(Saved data entries)
-- Opening Marker --

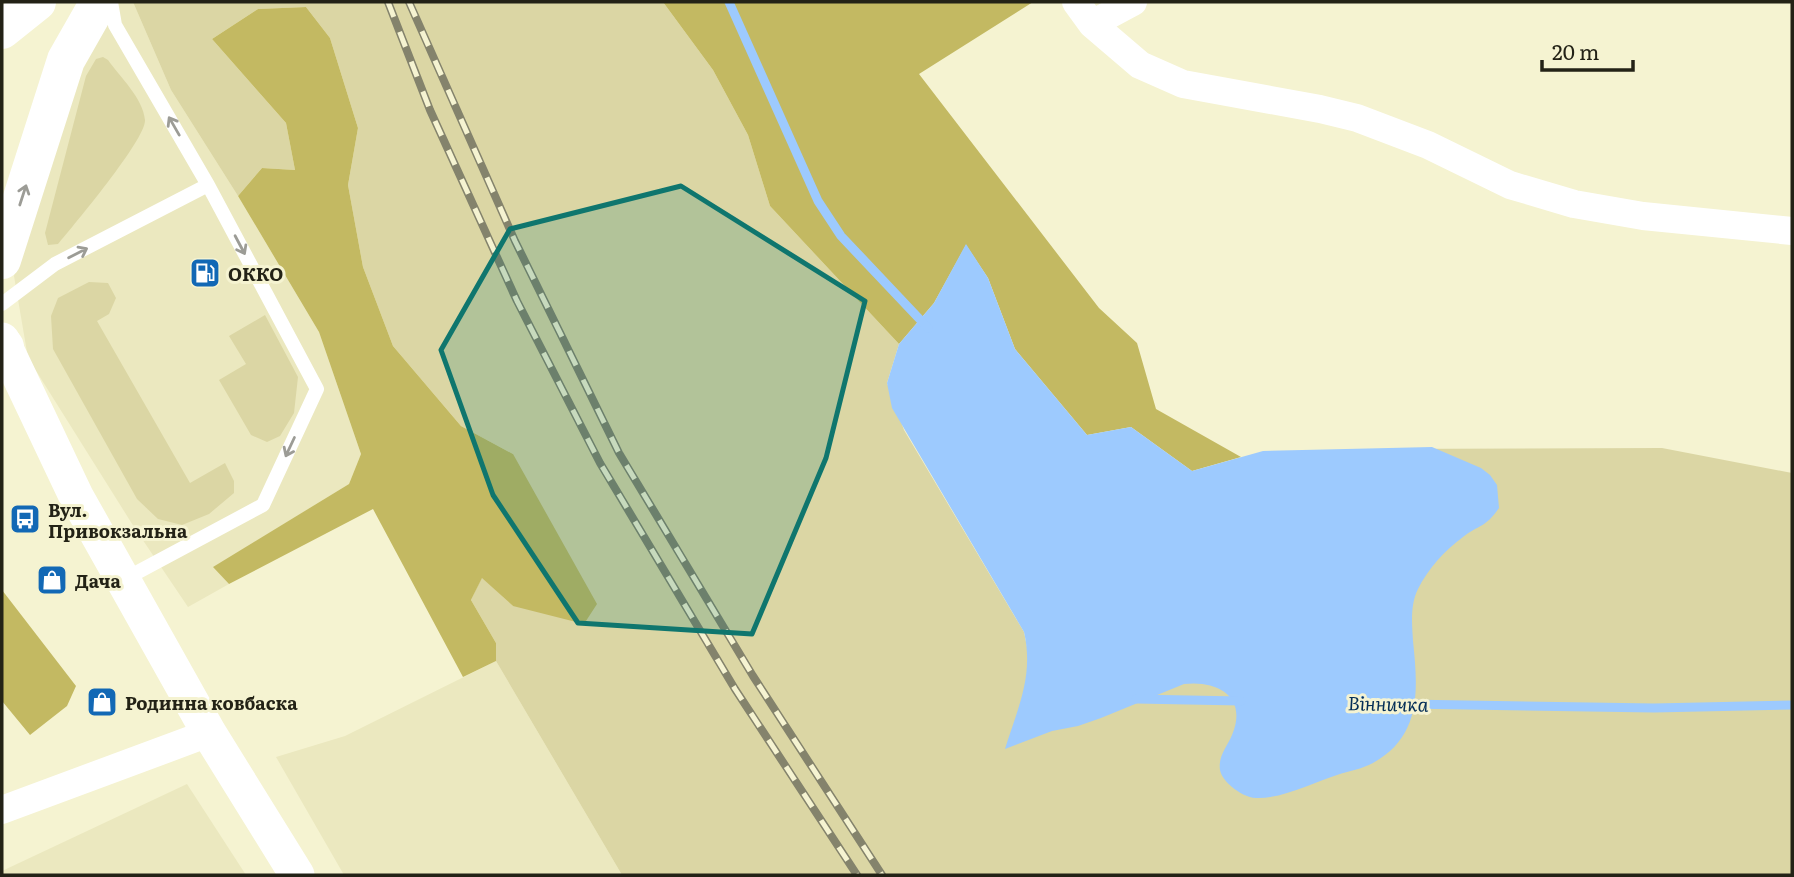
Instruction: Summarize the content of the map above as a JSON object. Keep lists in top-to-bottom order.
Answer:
{
  "water": ["Вінничка"],
  "places": {
    "fuel station": ["ОККО"],
    "bus stop": ["Вул. Привокзальна"],
    "shop": ["Дача", "Родинна ковбаска"]
  },
  "scale_bar": "20 m"
}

-- Closing Marker --

- _The problem_
Pictures are not part of the copy; transcribe the rest of the data verbatim.

- _Answer space_
Instruction: Summarize the content of the map above as a JSON object. Keep lists in top-to-bottom order.
Answer:
{
  "water": ["Вінничка"],
  "places": {
    "fuel station": ["ОККО"],
    "bus stop": ["Вул. Привокзальна"],
    "shop": ["Дача", "Родинна ковбаска"]
  },
  "scale_bar": "20 m"
}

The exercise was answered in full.